In a recent paper accepted by Contemporary Physics, a physicist from Imperial College London makes use of previous missions and recent discoveries to encourage the importance of searching for life in the atmosphere of the most inhospitable planet Venus. This announcement comes as a 2020 announcement said to have discovered the presence of phosphine in the atmosphere of Venus, followed by observations in late 2022 from NASA’s recently retired SOFIA aircraft which refuted it. Despite this, Dr. David Clements, who is a Reader in Astrophysics in the Department of Physics at Imperial College London, recently told Universe Today that “there is a thing odd going on in the atmosphere of Venus.”
“The phosphine detection hasn’t gone away, and there’re additional anomalies perhaps joined by the presence of ammonia,” Clements told Universe Today. “We do not recognize the origin of these anomalies, and much more effort is required, but they’re persisting in spite of appropriately rigorous review. We may additionally be starting to realize why distinct observations have given apparently contradictory results. “
Dr Clements asks what life is, as well as how we can look for it in the universe, but with an emphasis on Venus, pertaining to the next planet from our Sun as “an unlikely candidate for astrobiology” in the papers. He discusses the current and ancient planetary conditions of Venus along with the Venus setting and the alleged detection of phosphine in 2017 by ground telescopes from the James Clerk Maxwell Telescope in Hawaii and the Atacama Large Millimeter / Submillimeter Array in Chile in 2019 , with follow-up observations by NASA’s SOFIA aircraft in 2021.
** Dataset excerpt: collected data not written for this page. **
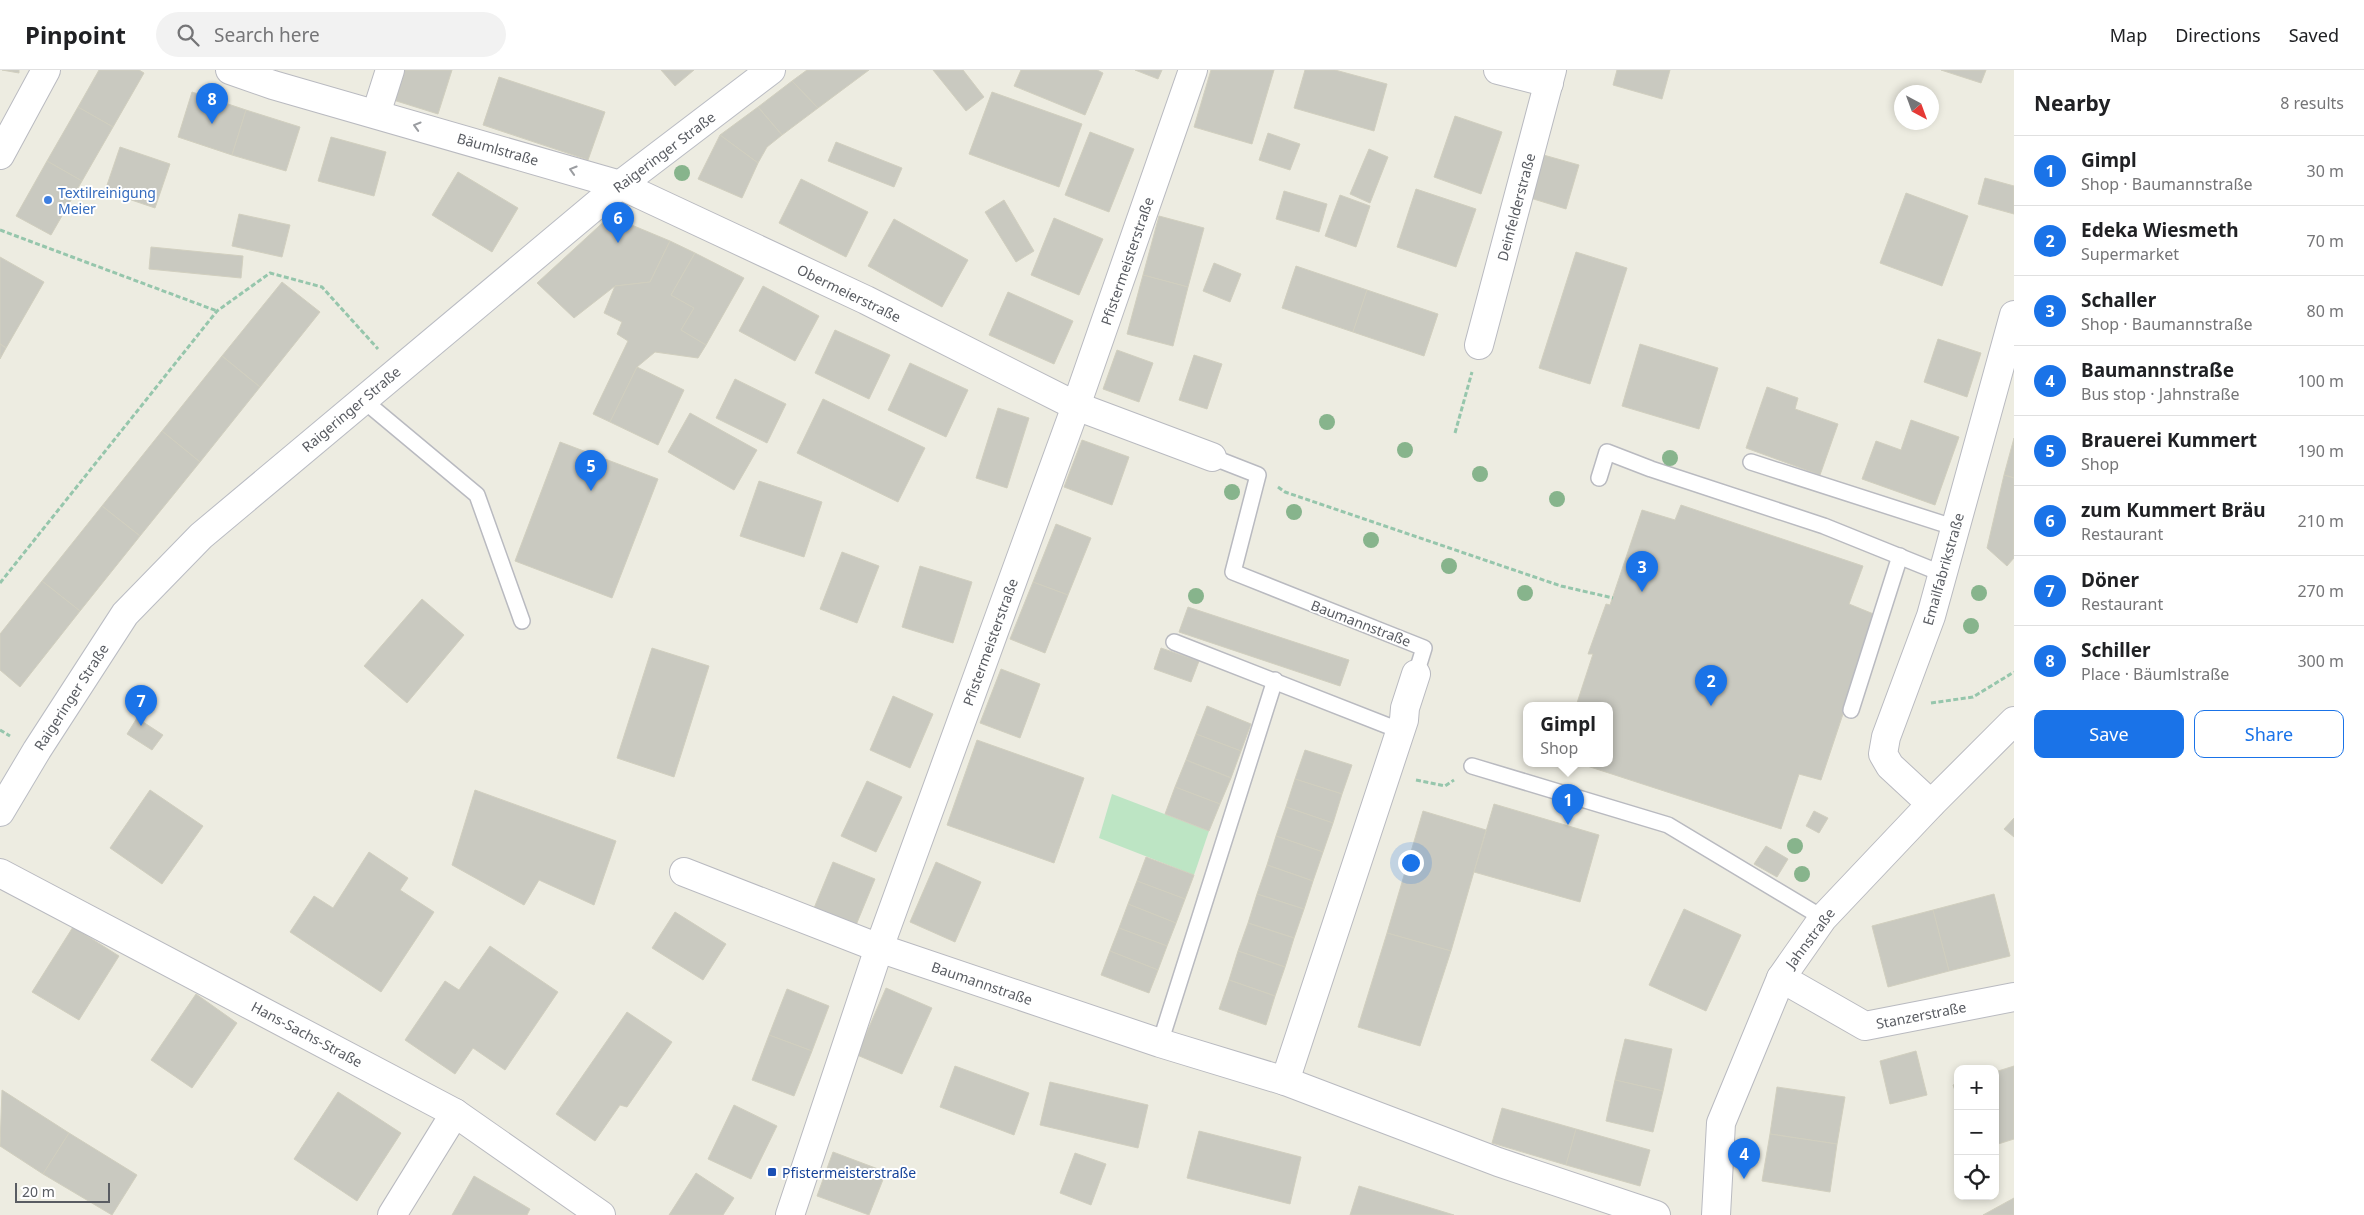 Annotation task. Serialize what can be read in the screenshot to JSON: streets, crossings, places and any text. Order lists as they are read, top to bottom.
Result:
{
  "streets": {
    "street": [
      "Bäumlstraße",
      "Raigeringer Straße",
      "Deinfelderstraße",
      "Pfistermeisterstraße",
      "Obermeierstraße",
      "Emailfabrikstraße",
      "Baumannstraße",
      "Jahnstraße",
      "Stanzerstraße",
      "Hans-Sachs-Straße"
    ]
  },
  "crossings": [
    ["Bäumlstraße", "Raigeringer Straße"],
    ["Bäumlstraße", "Obermeierstraße"],
    ["Raigeringer Straße", "Obermeierstraße"],
    ["Pfistermeisterstraße", "Obermeierstraße"],
    ["Pfistermeisterstraße", "Baumannstraße"],
    ["Emailfabrikstraße", "Jahnstraße"],
    ["Jahnstraße", "Stanzerstraße"]
  ],
  "one_way": ["Bäumlstraße"],
  "places": {
    "other": ["Textilreinigung Meier"],
    "transit": ["Pfistermeisterstraße"]
  },
  "scale_bar": "20 m",
  "north": "bottom right",
  "page": {
    "header": "Pinpoint",
    "search": "Search here",
    "nav": ["Map", "Directions", "Saved"],
    "heading": ["Nearby", "8 results"],
    "pins": [
      "8",
      "6",
      "5",
      "3",
      "2",
      "7",
      "1",
      "4"
    ],
    "list": [
      {
        "mark": "1",
        "name": "Gimpl",
        "note": "Shop · Baumannstraße",
        "value": "30 m"
      },
      {
        "mark": "2",
        "name": "Edeka Wiesmeth",
        "note": "Supermarket",
        "value": "70 m"
      },
      {
        "mark": "3",
        "name": "Schaller",
        "note": "Shop · Baumannstraße",
        "value": "80 m"
      },
      {
        "mark": "4",
        "name": "Baumannstraße",
        "note": "Bus stop · Jahnstraße",
        "value": "100 m"
      },
      {
        "mark": "5",
        "name": "Brauerei Kummert",
        "note": "Shop",
        "value": "190 m"
      },
      {
        "mark": "6",
        "name": "zum Kummert Bräu",
        "note": "Restaurant",
        "value": "210 m"
      },
      {
        "mark": "7",
        "name": "Döner",
        "note": "Restaurant",
        "value": "270 m"
      },
      {
        "mark": "8",
        "name": "Schiller",
        "note": "Place · Bäumlstraße",
        "value": "300 m"
      }
    ],
    "buttons": ["Save", "Share"],
    "popup": ["Gimpl", "Shop"],
    "map_buttons": ["+", "−"],
    "scale": "20 m"
  }
} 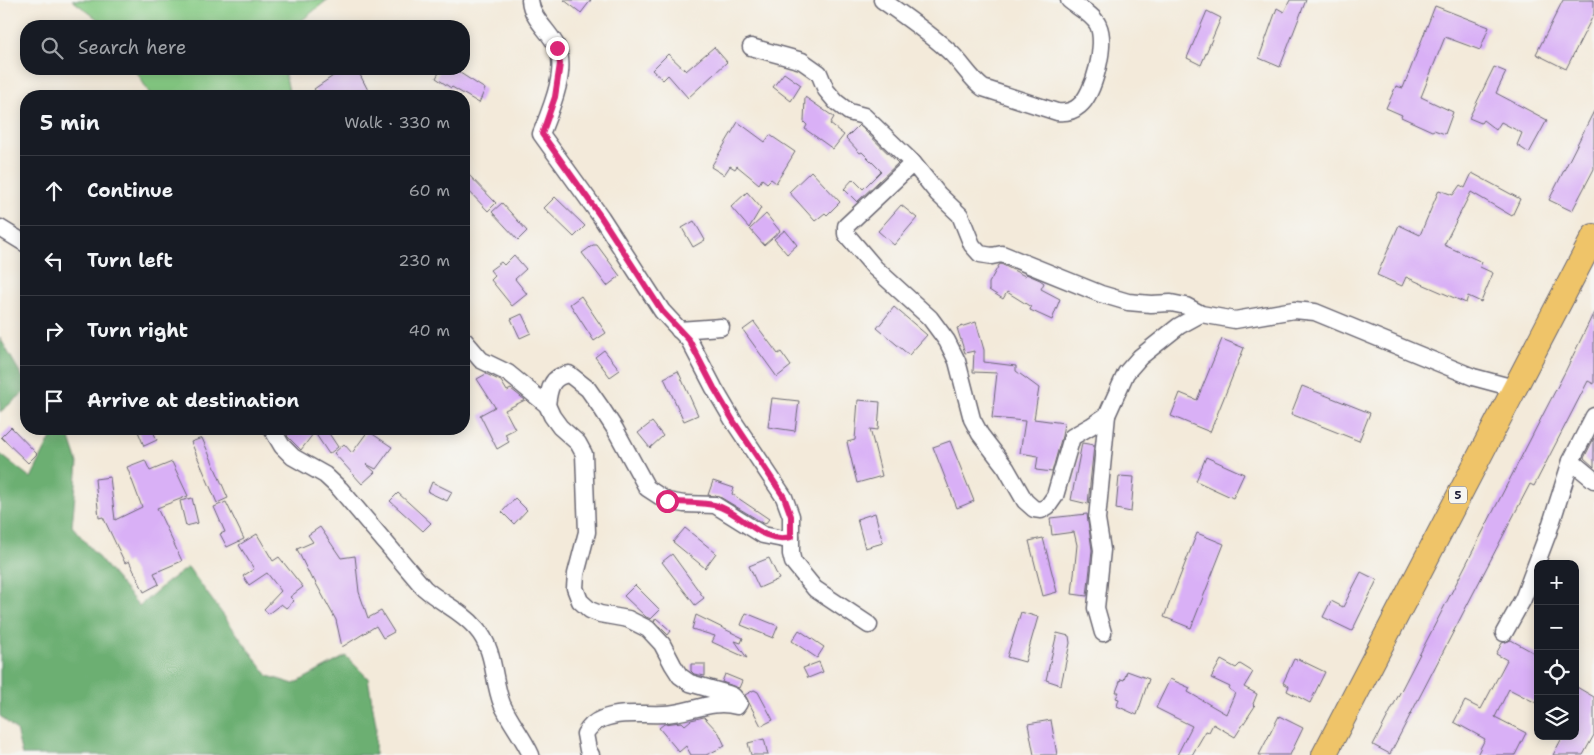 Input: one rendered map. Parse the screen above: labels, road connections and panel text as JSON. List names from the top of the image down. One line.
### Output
{"streets":{"highway":["5"]},"page":{"search":"Search here","heading":["5 min","Walk · 330 m"],"list":[["Continue","60 m"],["Turn left","230 m"],["Turn right","40 m"],"Arrive at destination"],"map_buttons":["+","−"]}} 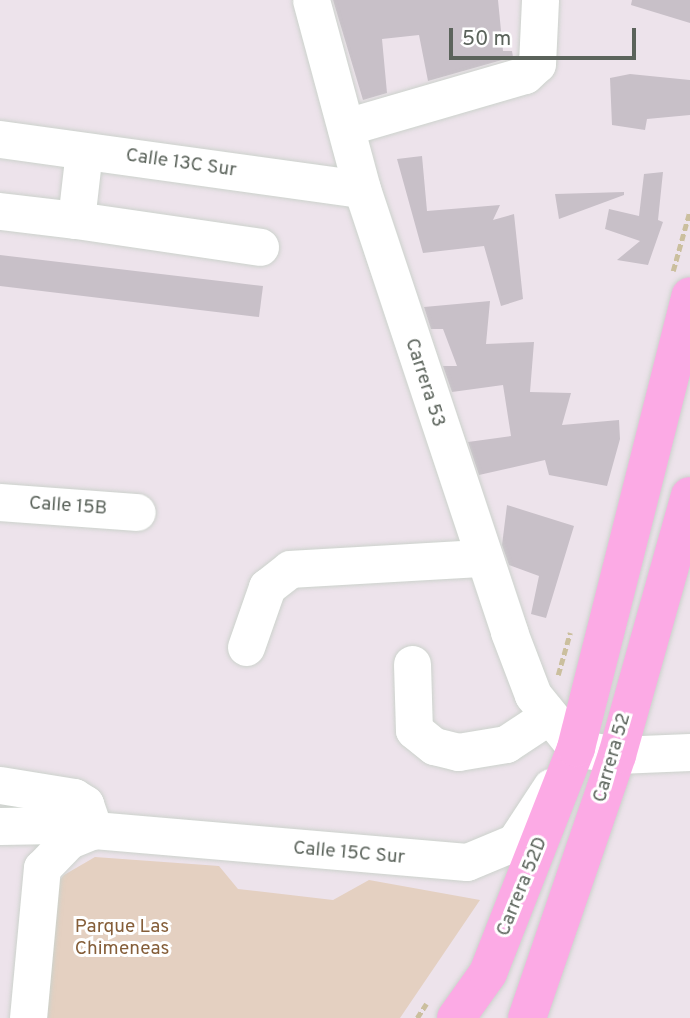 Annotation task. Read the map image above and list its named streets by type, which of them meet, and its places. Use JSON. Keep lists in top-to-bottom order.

This study comes as NASA’s Cassini confirmed the existence of water vapor jets originating from the south pole of Saturn’s moon, Enceladus, in the 2000s; NASA’s Curiosity and Perseverance rovers presently searching the surface of Mars looking for signs of past life; The NASA is planning to launch its Europa Clipper mission in 2024 to examine the water world of Jupiter, Europa. as well as introducing the Dragonfly expedition to the biggest planet of Saturn, Titan, in 2027. What is the objective of looking for life in the Venus environment, provided all the possible targets for astrobiology?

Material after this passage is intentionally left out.